WHAT IS EXPECTED
Begin at the line below that has "translate:0 -50%; text-align:left" and stop after the line that has "position:absolute; left:2324px; top:24px;". Please restate only those lines, word for word.

Saved data entries
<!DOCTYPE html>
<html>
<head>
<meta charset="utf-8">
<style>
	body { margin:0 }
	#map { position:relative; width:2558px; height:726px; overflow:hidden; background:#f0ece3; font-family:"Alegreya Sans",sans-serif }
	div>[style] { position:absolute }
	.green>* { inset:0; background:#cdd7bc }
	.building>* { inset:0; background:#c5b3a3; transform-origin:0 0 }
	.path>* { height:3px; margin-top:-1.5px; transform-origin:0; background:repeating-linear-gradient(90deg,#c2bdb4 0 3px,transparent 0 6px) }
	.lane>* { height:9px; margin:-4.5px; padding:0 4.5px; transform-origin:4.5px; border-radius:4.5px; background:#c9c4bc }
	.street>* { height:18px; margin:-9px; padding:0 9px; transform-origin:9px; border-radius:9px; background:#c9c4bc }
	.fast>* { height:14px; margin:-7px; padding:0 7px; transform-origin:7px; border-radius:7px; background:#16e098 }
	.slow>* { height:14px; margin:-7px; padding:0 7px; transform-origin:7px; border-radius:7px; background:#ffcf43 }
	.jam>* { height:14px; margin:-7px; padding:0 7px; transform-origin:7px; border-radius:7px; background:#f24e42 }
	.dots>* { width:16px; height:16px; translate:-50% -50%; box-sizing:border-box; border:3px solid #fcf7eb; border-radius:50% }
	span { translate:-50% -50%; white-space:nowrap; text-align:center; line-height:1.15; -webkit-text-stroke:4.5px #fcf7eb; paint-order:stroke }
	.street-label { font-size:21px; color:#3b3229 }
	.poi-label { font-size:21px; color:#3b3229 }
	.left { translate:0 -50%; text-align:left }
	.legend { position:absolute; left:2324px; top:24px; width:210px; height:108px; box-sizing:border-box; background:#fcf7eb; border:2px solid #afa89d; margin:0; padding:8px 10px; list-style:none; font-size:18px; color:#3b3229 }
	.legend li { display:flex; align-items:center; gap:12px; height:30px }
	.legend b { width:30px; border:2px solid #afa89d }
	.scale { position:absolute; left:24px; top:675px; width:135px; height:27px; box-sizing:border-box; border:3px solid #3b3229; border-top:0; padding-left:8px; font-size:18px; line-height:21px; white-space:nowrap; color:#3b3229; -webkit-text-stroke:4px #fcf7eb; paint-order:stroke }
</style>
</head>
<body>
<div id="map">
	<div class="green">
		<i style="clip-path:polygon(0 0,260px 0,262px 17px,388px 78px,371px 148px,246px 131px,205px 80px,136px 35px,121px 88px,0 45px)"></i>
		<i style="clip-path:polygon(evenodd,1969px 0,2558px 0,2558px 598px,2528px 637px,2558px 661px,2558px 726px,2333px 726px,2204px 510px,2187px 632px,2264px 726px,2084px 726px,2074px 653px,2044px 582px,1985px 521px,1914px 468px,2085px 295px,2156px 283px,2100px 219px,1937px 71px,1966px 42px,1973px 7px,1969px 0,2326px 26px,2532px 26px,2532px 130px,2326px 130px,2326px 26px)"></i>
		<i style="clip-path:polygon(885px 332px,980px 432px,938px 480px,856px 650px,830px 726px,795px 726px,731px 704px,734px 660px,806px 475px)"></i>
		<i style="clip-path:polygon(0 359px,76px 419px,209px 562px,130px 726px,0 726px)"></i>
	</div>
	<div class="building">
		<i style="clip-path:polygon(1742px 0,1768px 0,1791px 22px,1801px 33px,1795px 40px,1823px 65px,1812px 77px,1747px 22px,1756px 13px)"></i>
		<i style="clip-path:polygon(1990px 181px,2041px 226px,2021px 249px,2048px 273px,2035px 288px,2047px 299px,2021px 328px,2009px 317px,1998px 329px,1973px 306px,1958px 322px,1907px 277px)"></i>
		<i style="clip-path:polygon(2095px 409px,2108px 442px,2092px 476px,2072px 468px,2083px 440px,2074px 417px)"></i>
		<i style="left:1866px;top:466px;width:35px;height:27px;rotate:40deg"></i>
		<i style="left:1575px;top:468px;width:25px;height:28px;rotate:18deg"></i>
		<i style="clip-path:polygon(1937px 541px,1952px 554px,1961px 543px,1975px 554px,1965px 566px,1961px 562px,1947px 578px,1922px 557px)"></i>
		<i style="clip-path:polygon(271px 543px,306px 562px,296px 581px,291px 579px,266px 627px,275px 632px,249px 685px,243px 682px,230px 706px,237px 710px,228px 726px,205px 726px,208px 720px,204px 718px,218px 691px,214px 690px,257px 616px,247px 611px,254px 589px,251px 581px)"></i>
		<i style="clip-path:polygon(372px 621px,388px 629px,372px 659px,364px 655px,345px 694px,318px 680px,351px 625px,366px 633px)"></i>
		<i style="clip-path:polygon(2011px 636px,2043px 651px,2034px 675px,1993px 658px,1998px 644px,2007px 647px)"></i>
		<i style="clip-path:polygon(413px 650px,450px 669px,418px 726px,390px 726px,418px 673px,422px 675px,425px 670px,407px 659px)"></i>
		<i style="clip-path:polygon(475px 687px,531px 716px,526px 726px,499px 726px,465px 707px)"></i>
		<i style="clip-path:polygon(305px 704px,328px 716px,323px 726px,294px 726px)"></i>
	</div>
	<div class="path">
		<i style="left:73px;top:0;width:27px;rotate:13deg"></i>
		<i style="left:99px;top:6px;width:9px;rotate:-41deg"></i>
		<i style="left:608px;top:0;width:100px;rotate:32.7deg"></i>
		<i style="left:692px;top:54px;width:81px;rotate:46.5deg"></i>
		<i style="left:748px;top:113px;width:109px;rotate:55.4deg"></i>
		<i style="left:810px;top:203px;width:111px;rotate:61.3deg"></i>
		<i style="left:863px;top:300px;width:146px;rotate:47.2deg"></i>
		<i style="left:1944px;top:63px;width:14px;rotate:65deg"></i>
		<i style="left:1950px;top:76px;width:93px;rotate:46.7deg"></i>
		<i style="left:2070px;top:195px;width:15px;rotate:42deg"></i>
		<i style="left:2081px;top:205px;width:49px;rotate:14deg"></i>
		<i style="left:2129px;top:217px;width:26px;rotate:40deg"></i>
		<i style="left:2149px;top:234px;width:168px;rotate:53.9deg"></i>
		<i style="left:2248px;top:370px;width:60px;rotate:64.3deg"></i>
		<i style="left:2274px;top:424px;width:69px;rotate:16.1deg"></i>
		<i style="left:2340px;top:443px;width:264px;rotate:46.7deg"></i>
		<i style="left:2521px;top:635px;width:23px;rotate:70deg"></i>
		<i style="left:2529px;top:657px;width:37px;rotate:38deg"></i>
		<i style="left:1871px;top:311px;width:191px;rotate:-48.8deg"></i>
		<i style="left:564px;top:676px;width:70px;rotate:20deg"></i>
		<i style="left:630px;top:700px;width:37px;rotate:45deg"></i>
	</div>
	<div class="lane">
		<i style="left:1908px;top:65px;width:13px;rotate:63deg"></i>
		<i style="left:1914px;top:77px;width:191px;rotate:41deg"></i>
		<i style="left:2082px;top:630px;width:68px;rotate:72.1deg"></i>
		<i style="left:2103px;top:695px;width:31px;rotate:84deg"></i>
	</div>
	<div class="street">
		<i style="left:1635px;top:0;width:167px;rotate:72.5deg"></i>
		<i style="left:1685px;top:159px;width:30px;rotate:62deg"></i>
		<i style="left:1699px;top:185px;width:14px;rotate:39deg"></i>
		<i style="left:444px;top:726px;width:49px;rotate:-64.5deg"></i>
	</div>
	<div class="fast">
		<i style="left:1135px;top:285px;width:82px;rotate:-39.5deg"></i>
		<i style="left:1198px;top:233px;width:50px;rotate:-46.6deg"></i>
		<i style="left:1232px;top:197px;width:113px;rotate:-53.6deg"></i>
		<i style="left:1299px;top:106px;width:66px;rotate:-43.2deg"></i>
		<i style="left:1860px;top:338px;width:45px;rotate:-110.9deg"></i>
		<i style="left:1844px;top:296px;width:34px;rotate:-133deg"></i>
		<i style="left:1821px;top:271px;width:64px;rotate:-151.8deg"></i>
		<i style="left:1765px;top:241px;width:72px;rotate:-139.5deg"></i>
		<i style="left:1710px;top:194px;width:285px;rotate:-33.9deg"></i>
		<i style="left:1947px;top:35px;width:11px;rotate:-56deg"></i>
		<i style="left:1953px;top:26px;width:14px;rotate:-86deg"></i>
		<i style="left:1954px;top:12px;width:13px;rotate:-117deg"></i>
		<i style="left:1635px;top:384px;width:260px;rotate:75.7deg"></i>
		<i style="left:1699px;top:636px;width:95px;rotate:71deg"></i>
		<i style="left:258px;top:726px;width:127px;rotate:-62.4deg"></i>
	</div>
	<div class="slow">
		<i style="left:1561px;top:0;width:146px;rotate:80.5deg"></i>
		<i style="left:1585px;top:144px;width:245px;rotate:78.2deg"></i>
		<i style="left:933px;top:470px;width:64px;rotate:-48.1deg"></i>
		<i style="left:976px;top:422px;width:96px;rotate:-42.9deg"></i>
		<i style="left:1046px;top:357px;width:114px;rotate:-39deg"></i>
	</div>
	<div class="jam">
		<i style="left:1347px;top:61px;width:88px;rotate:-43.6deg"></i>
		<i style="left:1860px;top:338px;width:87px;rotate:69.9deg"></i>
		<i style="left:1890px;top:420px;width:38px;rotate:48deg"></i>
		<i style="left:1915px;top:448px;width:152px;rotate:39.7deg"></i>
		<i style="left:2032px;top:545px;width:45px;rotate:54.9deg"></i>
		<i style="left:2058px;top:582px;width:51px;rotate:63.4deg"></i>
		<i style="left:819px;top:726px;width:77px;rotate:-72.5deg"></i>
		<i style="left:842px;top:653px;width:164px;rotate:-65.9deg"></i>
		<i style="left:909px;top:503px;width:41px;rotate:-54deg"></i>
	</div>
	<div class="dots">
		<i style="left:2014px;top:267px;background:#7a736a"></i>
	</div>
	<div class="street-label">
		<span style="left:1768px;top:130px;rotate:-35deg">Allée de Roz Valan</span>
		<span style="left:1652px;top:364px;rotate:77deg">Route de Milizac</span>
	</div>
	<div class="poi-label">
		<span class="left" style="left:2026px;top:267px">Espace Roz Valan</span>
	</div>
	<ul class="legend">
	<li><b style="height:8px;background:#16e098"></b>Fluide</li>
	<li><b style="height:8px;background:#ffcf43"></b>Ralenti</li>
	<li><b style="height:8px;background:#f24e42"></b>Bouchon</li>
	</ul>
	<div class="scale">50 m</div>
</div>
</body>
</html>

SOLUTION TO THIS TASK
	.left { translate:0 -50%; text-align:left }
	.legend { position:absolute; left:2324px; top:24px; width:210px; height:108px; box-sizing:border-box; background:#fcf7eb; border:2px solid #afa89d; margin:0; padding:8px 10px; list-style:none; font-size:18px; color:#3b3229 }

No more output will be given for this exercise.